• **Required action**
From the first line of the listing below to the line with "padding:2px 4px; background:#1d2633;", print each line exactly, and nothing more. Leave out the pictures.

• **Records provided**

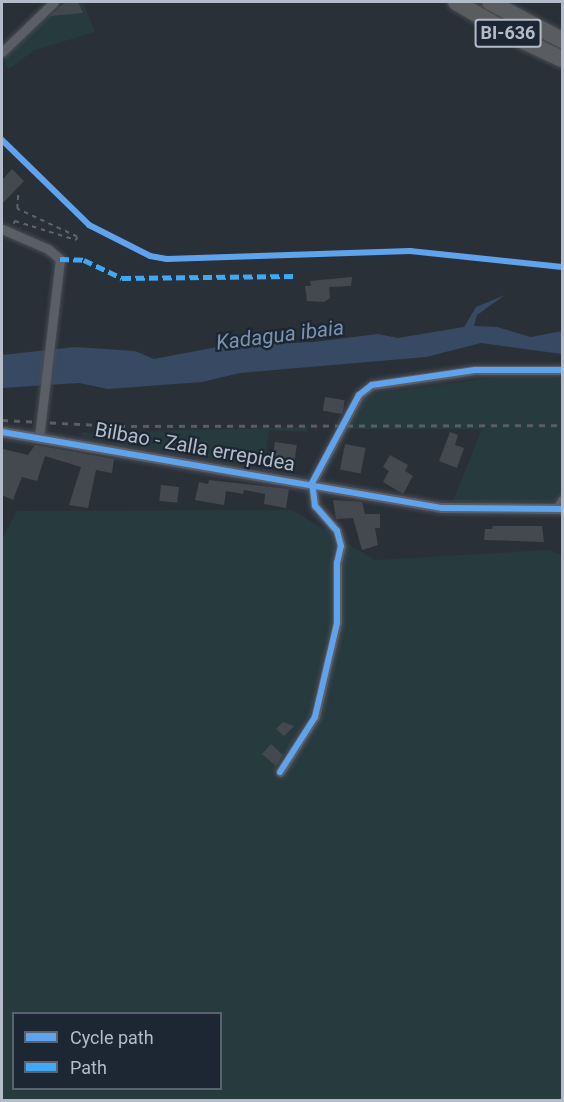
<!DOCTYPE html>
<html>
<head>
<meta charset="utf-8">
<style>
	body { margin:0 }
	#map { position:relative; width:564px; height:1102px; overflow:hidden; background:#2a3038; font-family:Roboto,sans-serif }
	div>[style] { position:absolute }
	.green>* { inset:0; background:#273a3e }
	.water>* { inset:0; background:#384963 }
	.building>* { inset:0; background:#444950; transform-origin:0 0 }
	.path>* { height:1.5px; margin-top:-0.75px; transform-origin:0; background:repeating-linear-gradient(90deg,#5d636a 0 4.5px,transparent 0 9px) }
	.roads { filter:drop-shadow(0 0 2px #484c53) drop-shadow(0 0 2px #484c53) }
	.minor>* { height:9px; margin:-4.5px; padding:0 4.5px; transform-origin:4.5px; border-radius:4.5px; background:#5a5e66 }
	.tertiary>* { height:10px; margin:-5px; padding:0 5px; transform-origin:5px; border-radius:5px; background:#5a5e66 }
	.motorway>* { height:16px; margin:-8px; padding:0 8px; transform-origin:8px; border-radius:8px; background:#5a5d60 }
	.rail>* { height:3px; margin-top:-1.5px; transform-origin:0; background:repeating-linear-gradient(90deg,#595d64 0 6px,transparent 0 12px) }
	.quiet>* { height:4.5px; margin-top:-2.25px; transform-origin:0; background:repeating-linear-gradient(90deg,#3fa9f5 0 9px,transparent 0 13.5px) }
	.cycleway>* { height:6px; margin:-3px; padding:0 3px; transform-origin:3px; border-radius:3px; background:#60a3ed }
	span { translate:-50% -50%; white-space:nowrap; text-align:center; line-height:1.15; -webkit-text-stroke:4.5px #1d2633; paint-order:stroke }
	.shield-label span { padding:2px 4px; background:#1d2633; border:2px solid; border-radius:4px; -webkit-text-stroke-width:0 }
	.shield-label { font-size:18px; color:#b4bcc9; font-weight:700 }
	.street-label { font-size:20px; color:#b4bcc9 }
	.water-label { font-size:21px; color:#7c92b1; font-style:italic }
	.frame { position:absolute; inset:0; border:3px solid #b4bcc9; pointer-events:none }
	.legend { position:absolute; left:12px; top:1012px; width:210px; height:78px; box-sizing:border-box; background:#1d2633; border:2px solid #59626f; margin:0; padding:8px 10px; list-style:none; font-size:18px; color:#b4bcc9 }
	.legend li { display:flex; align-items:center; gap:12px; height:30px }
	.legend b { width:30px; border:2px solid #59626f }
</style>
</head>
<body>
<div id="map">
	<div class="green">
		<i style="clip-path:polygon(62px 2px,83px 2px,95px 32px,35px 50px,9px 69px,3px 59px)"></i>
		<i style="clip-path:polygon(507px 376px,562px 378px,562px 494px,556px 501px,453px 501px,482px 429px,345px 429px,365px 395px)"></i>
		<i style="clip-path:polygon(308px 427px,307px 432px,269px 430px,264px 468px,116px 444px,122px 432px)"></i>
		<i style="clip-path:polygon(82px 432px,114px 435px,114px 442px,81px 437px)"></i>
		<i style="clip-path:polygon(evenodd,292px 510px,375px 560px,548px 550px,562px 555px,562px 1100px,2px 1100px,2px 539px,17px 511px,292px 510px,14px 1014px,220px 1014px,220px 1088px,14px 1088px,14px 1014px)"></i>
	</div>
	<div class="water">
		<i style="clip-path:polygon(505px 295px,477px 315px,474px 326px,497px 327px,531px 337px,562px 331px,562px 354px,481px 343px,426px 357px,240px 373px,202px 382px,108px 389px,79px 383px,2px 388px,2px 355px,75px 347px,135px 351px,154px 359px,222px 346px,314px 342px,378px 334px,398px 338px,464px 327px,476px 307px)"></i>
	</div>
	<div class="building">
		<i style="clip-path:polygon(65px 2px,78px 2px,83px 13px,50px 16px)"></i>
		<i style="clip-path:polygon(12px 169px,24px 181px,2px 204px,2px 180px)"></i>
		<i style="clip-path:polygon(352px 277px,351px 286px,329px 287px,330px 298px,324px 302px,307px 301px,305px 286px,311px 286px,310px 281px)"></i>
		<i style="left:325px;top:397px;width:20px;height:14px;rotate:9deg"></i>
		<i style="clip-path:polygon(450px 432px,458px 435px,455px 445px,464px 448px,457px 468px,439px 461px)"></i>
		<i style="left:275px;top:442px;width:22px;height:26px;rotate:8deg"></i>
		<i style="left:345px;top:444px;width:21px;height:26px;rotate:11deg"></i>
		<i style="clip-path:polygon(35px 445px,114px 459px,112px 473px,96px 470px,88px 508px,69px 505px,81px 467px,45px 456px,37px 481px,22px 477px,13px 500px,2px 495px,3px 449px,28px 455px)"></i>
		<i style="clip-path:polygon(390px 455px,408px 465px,405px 471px,413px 476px,403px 494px,383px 482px,389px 471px,383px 467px)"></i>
		<i style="clip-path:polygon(209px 480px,289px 489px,286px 508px,264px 504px,265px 494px,244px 490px,243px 494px,226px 491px,224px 505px,195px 500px,199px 482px,208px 484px)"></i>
		<i style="left:161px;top:485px;width:18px;height:16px;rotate:6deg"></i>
		<i style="clip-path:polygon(333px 500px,362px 502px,365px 514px,380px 514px,380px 528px,375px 528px,378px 545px,362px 550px,353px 518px,336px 519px)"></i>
		<i style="clip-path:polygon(493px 526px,542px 526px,544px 542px,484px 540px,485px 529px,492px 529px)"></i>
		<i style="clip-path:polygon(283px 722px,294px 726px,284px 736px,276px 729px)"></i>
		<i style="clip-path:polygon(271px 744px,283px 755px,276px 766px,262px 754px)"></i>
	</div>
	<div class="path">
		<i style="left:13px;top:224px;width:4px;rotate:-56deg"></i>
		<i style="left:15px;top:221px;width:64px;rotate:17.3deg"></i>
		<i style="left:76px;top:240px;width:3px;rotate:-72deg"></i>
		<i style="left:77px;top:237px;width:66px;rotate:-155deg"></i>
		<i style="left:17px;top:209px;width:15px;rotate:-86deg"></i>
	</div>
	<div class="roads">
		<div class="minor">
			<i style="left:2px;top:52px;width:72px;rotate:-43.9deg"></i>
			<i style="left:2px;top:229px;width:50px;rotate:23.5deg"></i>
			<i style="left:48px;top:249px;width:16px;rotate:40deg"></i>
			<i style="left:60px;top:259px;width:179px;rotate:96.7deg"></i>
			<i style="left:557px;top:509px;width:10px;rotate:-61deg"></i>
			<i style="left:280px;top:772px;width:65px;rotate:-57.5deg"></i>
			<i style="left:315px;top:717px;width:97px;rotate:-76.8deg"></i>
			<i style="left:337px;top:623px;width:60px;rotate:-90deg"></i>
			<i style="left:337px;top:563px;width:17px;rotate:-77deg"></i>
			<i style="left:341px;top:546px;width:16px;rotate:-105deg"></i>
			<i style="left:337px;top:531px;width:33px;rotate:-131deg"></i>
			<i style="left:315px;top:506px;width:23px;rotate:-97deg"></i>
			<i style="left:312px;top:483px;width:100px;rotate:-61.9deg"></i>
			<i style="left:359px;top:395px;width:16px;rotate:-38deg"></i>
			<i style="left:372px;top:385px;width:104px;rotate:-8.3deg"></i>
			<i style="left:475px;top:370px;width:87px"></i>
		</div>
		<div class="tertiary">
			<i style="left:2px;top:432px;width:447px;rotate:9.8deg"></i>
			<i style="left:442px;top:508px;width:120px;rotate:0.5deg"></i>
		</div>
		<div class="motorway">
			<i style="left:456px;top:2px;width:75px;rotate:30.3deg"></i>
			<i style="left:521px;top:40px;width:45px;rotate:24.9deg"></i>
			<i style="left:490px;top:2px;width:81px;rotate:27.8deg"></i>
		</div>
	</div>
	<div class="rail">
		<i style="left:2px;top:420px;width:117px;rotate:2.9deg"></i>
		<i style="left:119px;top:426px;width:443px;rotate:-0.1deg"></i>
	</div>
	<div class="quiet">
		<i style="left:60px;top:259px;width:24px;rotate:2deg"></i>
		<i style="left:84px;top:260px;width:42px;rotate:25.3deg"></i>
		<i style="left:122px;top:278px;width:172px;rotate:-0.7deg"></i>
	</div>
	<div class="cycleway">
		<i style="left:2px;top:140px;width:122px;rotate:44.3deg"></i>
		<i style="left:89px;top:225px;width:68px;rotate:26.9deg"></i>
		<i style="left:150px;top:256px;width:17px;rotate:10deg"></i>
		<i style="left:167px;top:259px;width:243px;rotate:-1.9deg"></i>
		<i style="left:410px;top:251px;width:153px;rotate:6deg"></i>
		<i style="left:2px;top:432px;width:447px;rotate:9.8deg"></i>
		<i style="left:442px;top:508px;width:120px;rotate:0.5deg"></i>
		<i style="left:280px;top:772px;width:65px;rotate:-57.5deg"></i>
		<i style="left:315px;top:717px;width:97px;rotate:-76.8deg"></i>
		<i style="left:337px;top:623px;width:60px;rotate:-90deg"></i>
		<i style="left:337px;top:563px;width:17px;rotate:-77deg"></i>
		<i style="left:341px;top:546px;width:16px;rotate:-105deg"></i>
		<i style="left:337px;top:531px;width:33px;rotate:-131deg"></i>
		<i style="left:315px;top:506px;width:23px;rotate:-97deg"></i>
		<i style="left:312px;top:483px;width:100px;rotate:-61.9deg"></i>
		<i style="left:359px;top:395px;width:16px;rotate:-38deg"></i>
		<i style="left:372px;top:385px;width:104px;rotate:-8.3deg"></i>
		<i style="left:475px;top:370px;width:87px"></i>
	</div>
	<div class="shield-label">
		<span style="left:508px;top:33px">BI-636</span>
	</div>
	<div class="street-label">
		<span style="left:195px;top:447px;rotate:10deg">Bilbao - Zalla errepidea</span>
	</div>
	<div class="water-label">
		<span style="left:280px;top:335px;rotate:-7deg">Kadagua ibaia</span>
	</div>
	<div class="frame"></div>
	<ul class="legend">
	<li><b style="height:8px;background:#60a3ed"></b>Cycle path</li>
	<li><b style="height:8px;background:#3fa9f5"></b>Path</li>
	</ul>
</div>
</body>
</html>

• **Result**
<!DOCTYPE html>
<html>
<head>
<meta charset="utf-8">
<style>
	body { margin:0 }
	#map { position:relative; width:564px; height:1102px; overflow:hidden; background:#2a3038; font-family:Roboto,sans-serif }
	div>[style] { position:absolute }
	.green>* { inset:0; background:#273a3e }
	.water>* { inset:0; background:#384963 }
	.building>* { inset:0; background:#444950; transform-origin:0 0 }
	.path>* { height:1.5px; margin-top:-0.75px; transform-origin:0; background:repeating-linear-gradient(90deg,#5d636a 0 4.5px,transparent 0 9px) }
	.roads { filter:drop-shadow(0 0 2px #484c53) drop-shadow(0 0 2px #484c53) }
	.minor>* { height:9px; margin:-4.5px; padding:0 4.5px; transform-origin:4.5px; border-radius:4.5px; background:#5a5e66 }
	.tertiary>* { height:10px; margin:-5px; padding:0 5px; transform-origin:5px; border-radius:5px; background:#5a5e66 }
	.motorway>* { height:16px; margin:-8px; padding:0 8px; transform-origin:8px; border-radius:8px; background:#5a5d60 }
	.rail>* { height:3px; margin-top:-1.5px; transform-origin:0; background:repeating-linear-gradient(90deg,#595d64 0 6px,transparent 0 12px) }
	.quiet>* { height:4.5px; margin-top:-2.25px; transform-origin:0; background:repeating-linear-gradient(90deg,#3fa9f5 0 9px,transparent 0 13.5px) }
	.cycleway>* { height:6px; margin:-3px; padding:0 3px; transform-origin:3px; border-radius:3px; background:#60a3ed }
	span { translate:-50% -50%; white-space:nowrap; text-align:center; line-height:1.15; -webkit-text-stroke:4.5px #1d2633; paint-order:stroke }
	.shield-label span { padding:2px 4px; background:#1d2633; border:2px solid; border-radius:4px; -webkit-text-stroke-width:0 }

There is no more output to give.